Even if it’s just to shout in his face how cowardly and disgusting he was toward me and claw back a modicum of the dignity that he shredded.
Then, another text: It’s urgent.
Panic takes the wheel. With one hand pressed against my chest, I leap out of bed. What if something actually happened to him? The worry is enough to get me rushing over there.
I walk to the frat house with my stomach in knots and a nauseous feeling that intensifies with each step I take.
I’m even momentarily afraid that I’m going to have to stop and vomit.
The front door isn’t locked, and the interior is full of sleeping guys and girls, even though it’s already almost noon.
There are empty bottles scattered everywhere.
The smell of weed and sweat permeates everything.
On the floor, I spot three Spanish lit books, carelessly abandoned.
I pick them up, because the thought of leaving them in the midst of all the chaos hurts my heart.
I climb the stairs, trying to soothe the agitation that’s turned my knees to water.
I grab the door handle, and a terrible kind of premonition comes over me.
It’s like an alarm bell going off in my head, a voice whispering that I should run away.
But I don’t pay it any heed; instead I turn the handle and go in.

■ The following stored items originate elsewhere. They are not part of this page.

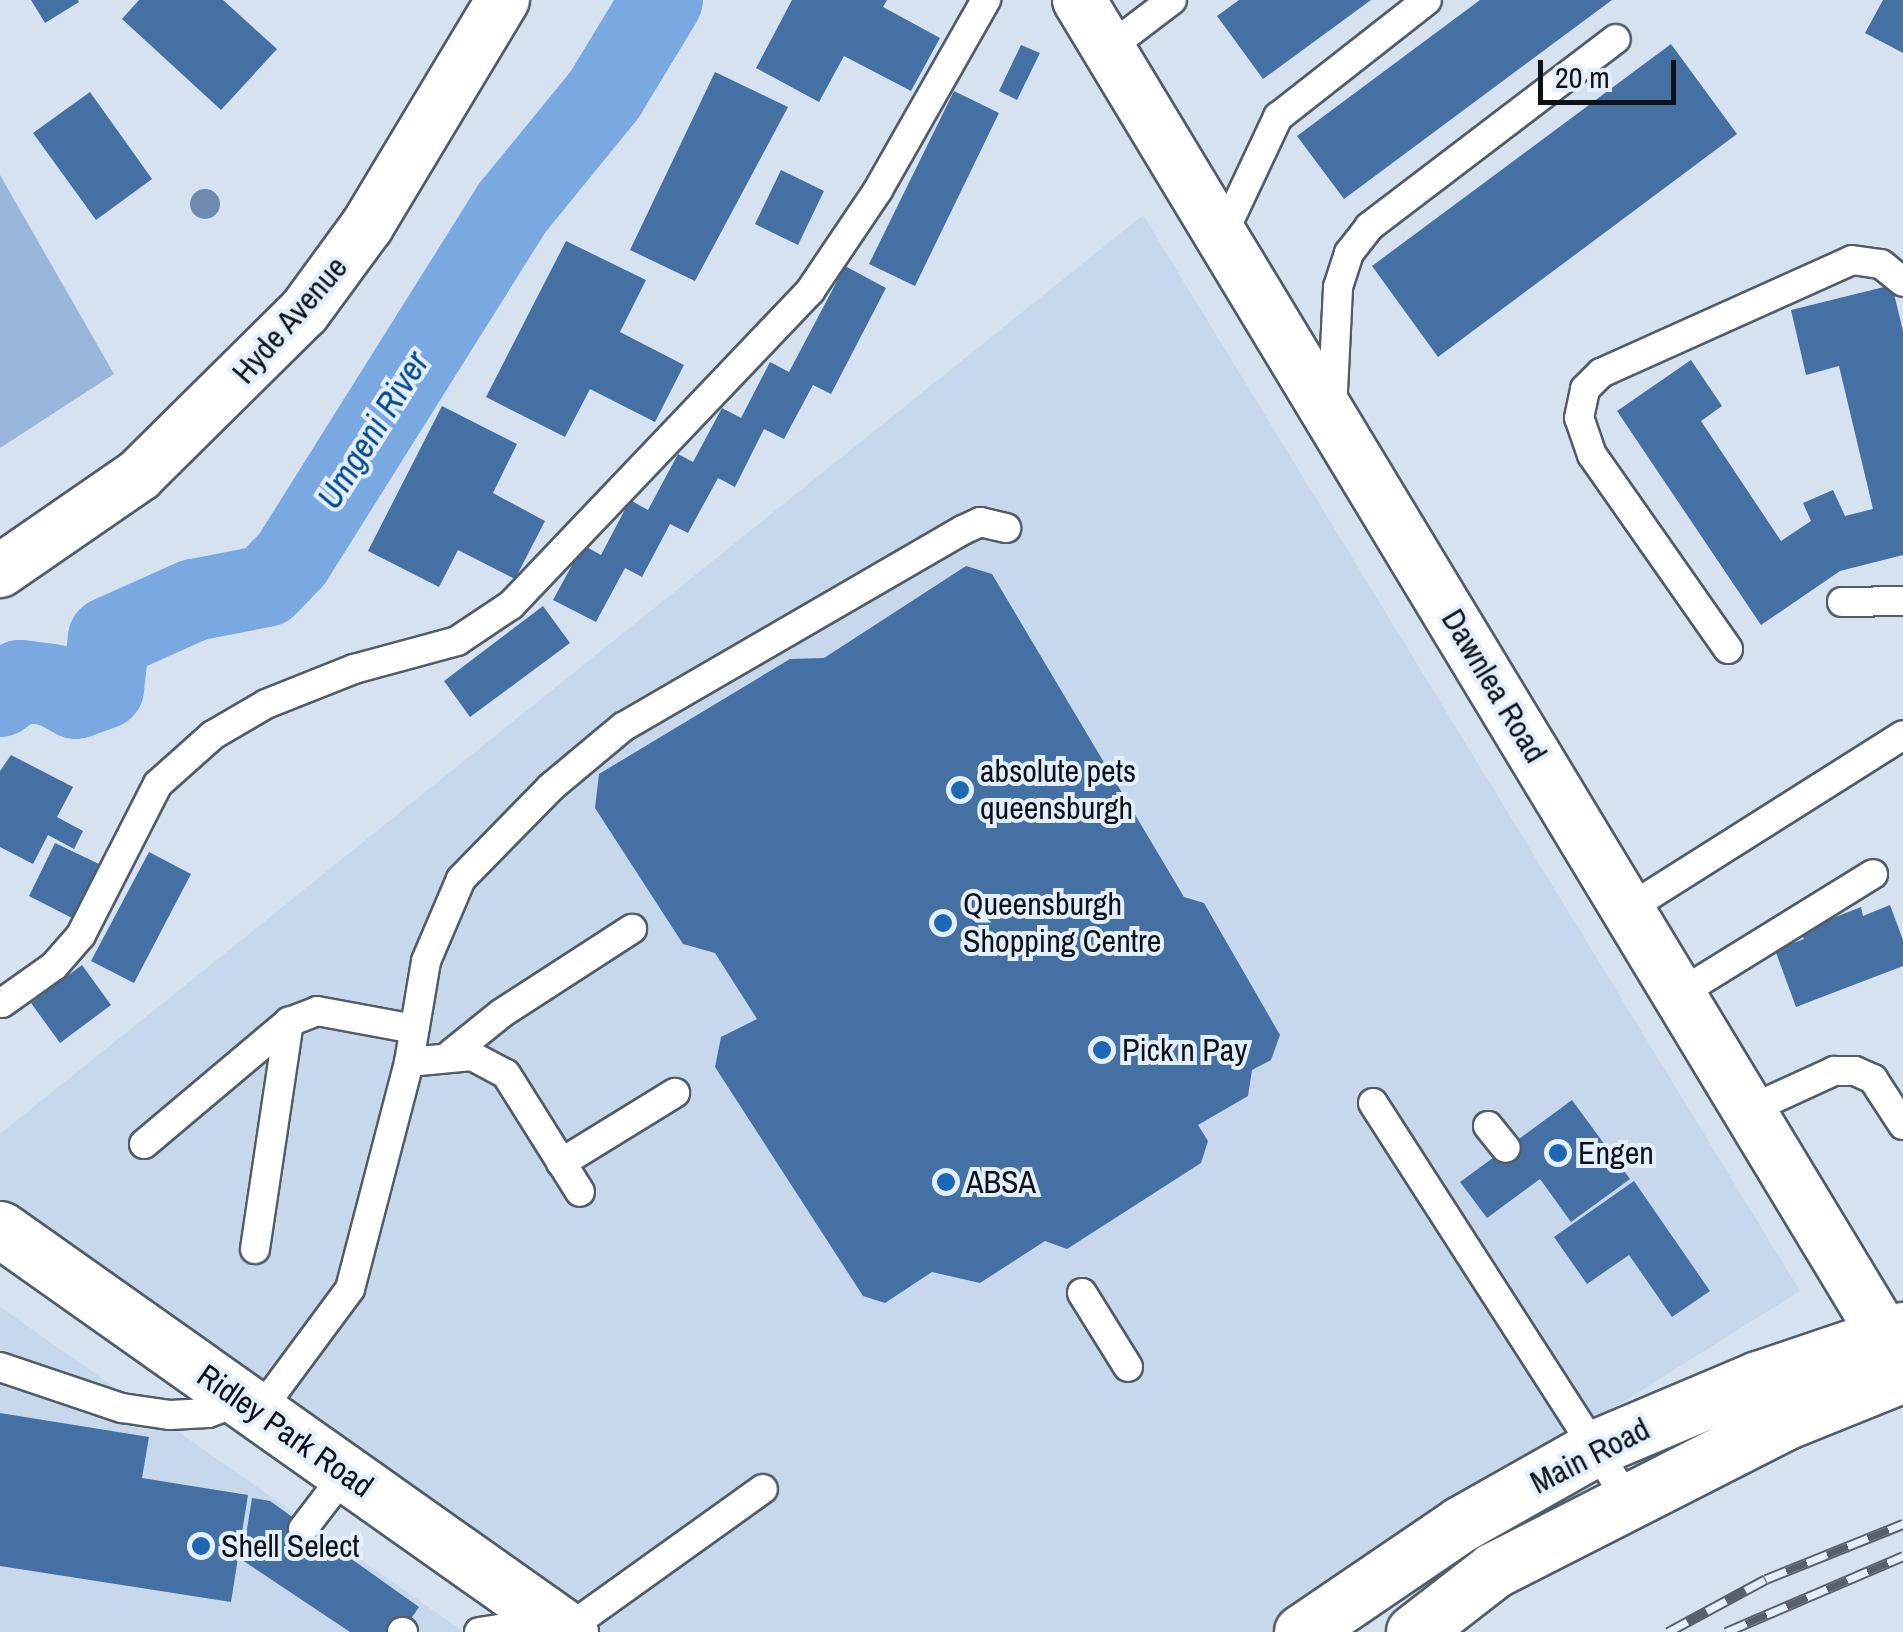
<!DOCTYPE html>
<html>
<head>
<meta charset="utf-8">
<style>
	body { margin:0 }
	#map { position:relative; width:1903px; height:1632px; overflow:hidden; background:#d6e2f0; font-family:"Archivo Narrow",sans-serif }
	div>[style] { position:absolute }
	.built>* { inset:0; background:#c8d8ec }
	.green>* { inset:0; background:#98b6db }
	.river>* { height:82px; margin:-41px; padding:0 41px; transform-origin:41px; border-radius:41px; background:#7aa8e0 }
	.building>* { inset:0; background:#4470a4 }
	.roads { filter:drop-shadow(2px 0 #525c68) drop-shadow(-2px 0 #525c68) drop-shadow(0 2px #525c68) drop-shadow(0 -2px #525c68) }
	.lane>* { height:28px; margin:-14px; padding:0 14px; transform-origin:14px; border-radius:14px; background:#fff }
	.street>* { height:52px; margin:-26px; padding:0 26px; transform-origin:26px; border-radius:26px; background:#fff }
	.secondary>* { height:55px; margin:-27.5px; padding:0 27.5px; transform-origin:27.5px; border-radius:27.5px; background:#fff }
	.rail>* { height:11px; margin-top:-5.5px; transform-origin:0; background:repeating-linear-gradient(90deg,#e3effd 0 22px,#596069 0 44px); box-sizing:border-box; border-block:2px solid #596069 }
	.trees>* { width:30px; height:30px; margin:-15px; border-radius:50%; background:#6c8bae }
	.dots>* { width:28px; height:28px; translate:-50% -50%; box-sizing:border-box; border:5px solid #e3effd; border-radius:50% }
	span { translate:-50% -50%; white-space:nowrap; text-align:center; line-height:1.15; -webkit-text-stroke:8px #e3effd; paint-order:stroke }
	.street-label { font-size:32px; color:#0e1217 }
	.poi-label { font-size:32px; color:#0e1217 }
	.left { translate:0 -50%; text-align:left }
	.water-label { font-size:35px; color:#03498b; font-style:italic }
	.scale { position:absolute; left:1538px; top:60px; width:138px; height:45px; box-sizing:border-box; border:5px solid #0e1217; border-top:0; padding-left:12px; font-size:30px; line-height:35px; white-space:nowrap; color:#0e1217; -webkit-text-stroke:8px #e3effd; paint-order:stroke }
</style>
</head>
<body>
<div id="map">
	<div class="built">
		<i style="clip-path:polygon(1143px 215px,1800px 1291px,1586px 1425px,1322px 1632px,599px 1632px,0 1204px,0 1134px)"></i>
		<i style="clip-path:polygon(0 1307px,464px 1632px,0 1632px)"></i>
	</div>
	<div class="green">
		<i style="clip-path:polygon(0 175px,114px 374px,0 448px)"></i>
	</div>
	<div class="river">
		<i style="left:0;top:696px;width:25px;rotate:-37deg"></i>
		<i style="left:20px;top:681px;width:32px;rotate:7deg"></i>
		<i style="left:52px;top:685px;width:27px;rotate:28deg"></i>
		<i style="left:76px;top:698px;width:29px;rotate:-20deg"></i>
		<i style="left:103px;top:688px;width:50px;rotate:-83.2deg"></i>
		<i style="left:109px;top:638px;width:93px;rotate:-24.1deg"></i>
		<i style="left:194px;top:600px;width:73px;rotate:-11deg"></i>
		<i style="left:266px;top:586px;width:37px;rotate:-46deg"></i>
		<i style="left:292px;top:559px;width:416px;rotate:-57.9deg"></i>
		<i style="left:513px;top:207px;width:146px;rotate:-50.8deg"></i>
		<i style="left:605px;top:94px;width:110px;rotate:-58.8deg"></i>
	</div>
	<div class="building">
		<i style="clip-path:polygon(31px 0,78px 0,79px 2px,45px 23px)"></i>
		<i style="clip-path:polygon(139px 0,223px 0,277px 49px,221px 110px,122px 19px)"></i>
		<i style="clip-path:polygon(792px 0,887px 0,883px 7px,940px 38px,911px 91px,844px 56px,819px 102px,756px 68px)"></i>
		<i style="clip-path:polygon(1239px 0,1371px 0,1263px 79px,1217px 16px)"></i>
		<i style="clip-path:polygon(1480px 0,1612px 0,1344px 199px,1297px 136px)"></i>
		<i style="clip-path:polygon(1883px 0,1903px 0,1903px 53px,1865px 33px)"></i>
		<i style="clip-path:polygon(1671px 44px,1737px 134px,1438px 357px,1372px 266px)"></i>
		<i style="clip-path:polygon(1021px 45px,1040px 53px,1017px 100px,999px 91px)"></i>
		<i style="clip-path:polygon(715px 72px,788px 107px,695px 281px,630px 250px)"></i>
		<i style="clip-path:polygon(954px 91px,999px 113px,915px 286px,869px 264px)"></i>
		<i style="clip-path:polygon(90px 92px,152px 179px,96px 220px,33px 133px)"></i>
		<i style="clip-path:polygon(781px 170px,824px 191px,798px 245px,755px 224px)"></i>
		<i style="clip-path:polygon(566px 241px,646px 280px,620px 332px,684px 365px,655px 422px,590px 389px,565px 437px,486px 397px)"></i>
		<i style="clip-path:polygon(845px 266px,886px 288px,831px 394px,813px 385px,784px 439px,764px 429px,735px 487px,718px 478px,688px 533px,670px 524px,642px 577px,625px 568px,596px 622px,553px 600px,583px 545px,601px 555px,630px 500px,648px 510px,678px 454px,693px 462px,722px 408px,741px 418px,770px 362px,789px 372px)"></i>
		<i style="clip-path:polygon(1892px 285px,1903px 331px,1903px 555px,1840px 571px,1761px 625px,1617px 411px,1691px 360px,1722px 406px,1701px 421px,1781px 541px,1811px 521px,1803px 503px,1833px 490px,1845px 516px,1873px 509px,1839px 366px,1806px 375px,1791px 310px)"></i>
		<i style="clip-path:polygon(442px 406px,517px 444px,493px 493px,545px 521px,515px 579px,458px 550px,439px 587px,368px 551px)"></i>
		<i style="clip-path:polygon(966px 566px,992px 574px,1184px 897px,1204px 903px,1280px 1035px,1271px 1060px,1252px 1070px,1248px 1096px,1198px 1125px,1208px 1141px,1201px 1163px,1067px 1249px,1045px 1241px,980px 1283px,932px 1272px,885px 1303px,863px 1296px,715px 1067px,721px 1037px,757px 1019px,715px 953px,683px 944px,595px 808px,599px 774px,790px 659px,824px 658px)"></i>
		<i style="clip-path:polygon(543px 606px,570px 643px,470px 717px,444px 681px)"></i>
		<i style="clip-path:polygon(11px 755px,73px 787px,57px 817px,83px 831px,74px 849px,48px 835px,33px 864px,0 847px,0 771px)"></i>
		<i style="clip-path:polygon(55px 843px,99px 864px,72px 918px,29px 896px)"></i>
		<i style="clip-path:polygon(149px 852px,191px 874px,134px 983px,91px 961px)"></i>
		<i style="clip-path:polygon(1890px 905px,1903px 940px,1903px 966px,1796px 1007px,1775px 950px,1804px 939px,1800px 931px,1861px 907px,1863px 916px)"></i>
		<i style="clip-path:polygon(82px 965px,111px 1005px,60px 1043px,31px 1003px)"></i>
		<i style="clip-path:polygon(1572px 1100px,1630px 1179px,1571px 1222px,1540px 1179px,1487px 1218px,1460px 1182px)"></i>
		<i style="clip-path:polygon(1634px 1181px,1710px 1291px,1672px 1317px,1629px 1255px,1587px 1284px,1554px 1237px)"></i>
		<i style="clip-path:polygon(0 1413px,149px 1437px,142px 1478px,248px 1495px,231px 1602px,0 1566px)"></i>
		<i style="clip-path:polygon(252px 1498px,270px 1501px,419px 1607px,402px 1632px,350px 1632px,242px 1560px)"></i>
	</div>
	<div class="roads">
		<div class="lane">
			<i style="left:1109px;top:48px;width:79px;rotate:-37.3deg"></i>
			<i style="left:1222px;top:236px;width:132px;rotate:-64.8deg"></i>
			<i style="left:1278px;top:117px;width:189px;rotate:-38.1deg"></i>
			<i style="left:1332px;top:411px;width:124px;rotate:-87.2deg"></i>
			<i style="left:1338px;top:287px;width:36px;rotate:-72deg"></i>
			<i style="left:1349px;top:253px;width:33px;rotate:-52deg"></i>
			<i style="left:1369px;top:227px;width:310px;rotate:-37.3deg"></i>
			<i style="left:1842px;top:602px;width:61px;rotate:-0.9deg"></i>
			<i style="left:1728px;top:649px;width:237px;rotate:-125deg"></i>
			<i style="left:1592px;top:455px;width:39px;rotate:-109deg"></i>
			<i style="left:1579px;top:418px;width:30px;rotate:-78deg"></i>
			<i style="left:1585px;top:389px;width:23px;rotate:-45deg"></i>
			<i style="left:1601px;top:373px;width:275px;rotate:-24.2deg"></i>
			<i style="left:1852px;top:260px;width:29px;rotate:8deg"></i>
			<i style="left:1881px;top:264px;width:28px;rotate:39deg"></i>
			<i style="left:1628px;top:909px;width:325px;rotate:-32.3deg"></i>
			<i style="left:1679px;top:994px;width:228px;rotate:-31.7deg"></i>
			<i style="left:2px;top:1003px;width:64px;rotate:-35.4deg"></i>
			<i style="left:54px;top:966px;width:41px;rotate:-48.9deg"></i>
			<i style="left:81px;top:935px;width:169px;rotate:-63deg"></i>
			<i style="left:158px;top:784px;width:74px;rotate:-41.7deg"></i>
			<i style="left:213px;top:735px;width:61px;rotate:-30.3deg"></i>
			<i style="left:266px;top:704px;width:95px;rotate:-21.7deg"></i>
			<i style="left:354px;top:669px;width:107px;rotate:-15.2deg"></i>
			<i style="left:457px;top:641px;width:65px;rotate:-33.7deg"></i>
			<i style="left:511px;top:605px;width:434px;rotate:-46.4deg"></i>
			<i style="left:810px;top:291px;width:122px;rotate:-56deg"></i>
			<i style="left:878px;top:190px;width:219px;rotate:-60.4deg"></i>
			<i style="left:451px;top:1054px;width:65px;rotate:-38.8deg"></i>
			<i style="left:502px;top:1013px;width:155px;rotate:-32.9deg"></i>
			<i style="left:409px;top:1062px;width:63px;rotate:-5.4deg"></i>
			<i style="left:472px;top:1056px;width:38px;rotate:28deg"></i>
			<i style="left:506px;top:1074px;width:139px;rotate:57.9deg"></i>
			<i style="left:1373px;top:1103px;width:473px;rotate:57.3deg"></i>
			<i style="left:1749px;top:1110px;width:94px;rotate:-24.6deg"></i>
			<i style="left:1834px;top:1071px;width:21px"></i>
			<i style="left:1855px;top:1071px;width:20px;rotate:24deg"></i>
			<i style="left:1873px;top:1079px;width:55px;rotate:56.9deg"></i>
			<i style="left:1488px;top:1126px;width:28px;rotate:51deg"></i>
			<i style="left:144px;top:1144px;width:189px;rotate:-40.1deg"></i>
			<i style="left:289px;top:1022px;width:30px;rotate:-21deg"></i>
			<i style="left:317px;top:1011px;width:99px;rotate:10.5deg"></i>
			<i style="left:561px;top:1163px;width:134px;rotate:-31.6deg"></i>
			<i style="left:255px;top:1249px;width:230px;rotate:-81.5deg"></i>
			<i style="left:1082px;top:1293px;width:87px;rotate:58.1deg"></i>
			<i style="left:0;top:1367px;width:129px;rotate:18.6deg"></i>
			<i style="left:122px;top:1408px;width:49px;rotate:8.3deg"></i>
			<i style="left:170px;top:1415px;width:38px;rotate:-3deg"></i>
			<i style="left:208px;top:1413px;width:37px;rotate:-20deg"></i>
			<i style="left:259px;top:1412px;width:153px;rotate:-53.5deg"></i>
			<i style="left:350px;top:1289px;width:235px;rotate:-75.4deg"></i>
			<i style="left:409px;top:1062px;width:102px;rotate:-80.4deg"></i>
			<i style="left:426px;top:961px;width:89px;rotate:-66.9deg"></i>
			<i style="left:461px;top:879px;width:129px;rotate:-45.6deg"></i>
			<i style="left:551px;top:787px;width:94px;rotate:-39.8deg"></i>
			<i style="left:623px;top:727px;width:393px;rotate:-30.1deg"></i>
			<i style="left:963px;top:530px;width:19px;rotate:-25deg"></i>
			<i style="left:980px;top:522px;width:27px;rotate:13deg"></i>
			<i style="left:303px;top:1529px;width:69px;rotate:-52.6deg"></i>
			<i style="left:566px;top:1630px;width:242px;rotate:-35.6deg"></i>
			<i style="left:402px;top:1632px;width:1px"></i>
			<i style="left:479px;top:1632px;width:74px;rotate:-8.6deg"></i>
		</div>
		<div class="street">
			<i style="left:1079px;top:0;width:1557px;rotate:58.9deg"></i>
			<i style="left:1883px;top:1333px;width:46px;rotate:66.8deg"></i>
			<i style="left:0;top:571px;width:169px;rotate:-34.6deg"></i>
			<i style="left:139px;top:475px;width:232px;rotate:-44.7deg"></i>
			<i style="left:304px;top:312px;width:107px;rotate:-53.8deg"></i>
			<i style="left:367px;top:226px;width:264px;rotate:-59deg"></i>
		</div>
		<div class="secondary">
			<i style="left:0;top:1229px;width:698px;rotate:35.26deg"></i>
			<i style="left:1302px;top:1632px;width:192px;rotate:-34.2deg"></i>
			<i style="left:1461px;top:1524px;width:156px;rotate:-29.5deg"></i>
			<i style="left:1597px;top:1447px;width:175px;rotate:-22.9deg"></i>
			<i style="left:1758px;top:1379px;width:153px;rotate:-18.7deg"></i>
			<i style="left:1414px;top:1632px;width:101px;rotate:-37.8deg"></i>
			<i style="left:1494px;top:1570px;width:323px;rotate:-27deg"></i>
			<i style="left:1782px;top:1423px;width:131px;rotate:-22deg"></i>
		</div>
	</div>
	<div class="rail">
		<i style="left:1668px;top:1632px;width:111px;rotate:-28.4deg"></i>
		<i style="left:1766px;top:1579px;width:148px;rotate:-21.9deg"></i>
		<i style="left:1726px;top:1632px;width:193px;rotate:-23.2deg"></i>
	</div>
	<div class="trees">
		<i style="left:205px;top:204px"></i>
	</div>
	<div class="dots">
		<i style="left:960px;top:790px;background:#1c67b6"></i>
		<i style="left:943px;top:923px;background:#1c67b6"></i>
		<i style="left:1102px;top:1050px;background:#1c67b6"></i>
		<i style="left:1558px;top:1153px;background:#1c67b6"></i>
		<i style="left:946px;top:1182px;background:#1c67b6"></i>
		<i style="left:201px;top:1546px;background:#1c67b6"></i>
	</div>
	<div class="street-label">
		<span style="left:290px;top:320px;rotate:-49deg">Hyde Avenue</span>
		<span style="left:1494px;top:686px;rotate:59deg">Dawnlea Road</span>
		<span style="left:285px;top:1431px;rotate:35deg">Ridley Park Road</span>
		<span style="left:1590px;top:1456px;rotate:-27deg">Main Road</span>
	</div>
	<div class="poi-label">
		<span class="left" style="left:980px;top:790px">absolute pets<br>queensburgh</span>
		<span class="left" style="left:963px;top:923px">Queensburgh<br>Shopping Centre</span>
		<span class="left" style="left:1122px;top:1050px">Pick n Pay</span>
		<span class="left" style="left:1578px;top:1153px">Engen</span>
		<span class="left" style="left:966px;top:1182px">ABSA</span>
		<span class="left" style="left:221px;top:1546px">Shell Select</span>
	</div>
	<div class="water-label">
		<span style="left:373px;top:430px;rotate:-58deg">Umgeni River</span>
	</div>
	<div class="scale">20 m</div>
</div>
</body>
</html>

My blood runs cold. I see clothes scattered across the floor. An empty whiskey bottle on the desk. Thomas’s belt at the foot of the bed. His shirt dangling half off the mattress. White powder on the bedside table. And him on his stomach, wrapped in a sheet, asleep .
But none of that is what steals my breath.
What freezes my heart are the glacier-colored eyes that stare mockingly at me.
The barely there grin that slowly appears on a mouth smeared with lipstick.
The shock of tousled red hair falling over bare breasts, the rest of her covered by the same sheet that surrounds my boyfriend’s naked body.
No.
Not my boyfriend.
Not anymore.
I feel the ground shaking beneath my feet. My ears are ringing. That retching feeling is crawling back up my throat again.
“Oops,” Shana says maliciously, sitting up straight. “Surprise.”
The books I’m holding fall to the floor with a dull clatter that wakes Thomas up. Instinctively, he throws his arm out toward the part of the mattress that, until recently, I occupied. His hand lands on Shana’s belly, and I feel a stabbing sensation in my chest.
This is not possible.
This is not really happening.
But then Thomas raises his head and turns to look at her. “What the fuck are you doing in my bed?” he growls, leaping to his feet. My eyes land on his boxers—he’s still wearing them—but that doesn’t mean anything.
It’s only then that Thomas notices I’m in the room. And the expression on his face shifts dramatically. He’s no longer surprised; instead he seems terrified. He pales, and I’m sure that he knows it too; he knows that this is our point of no return.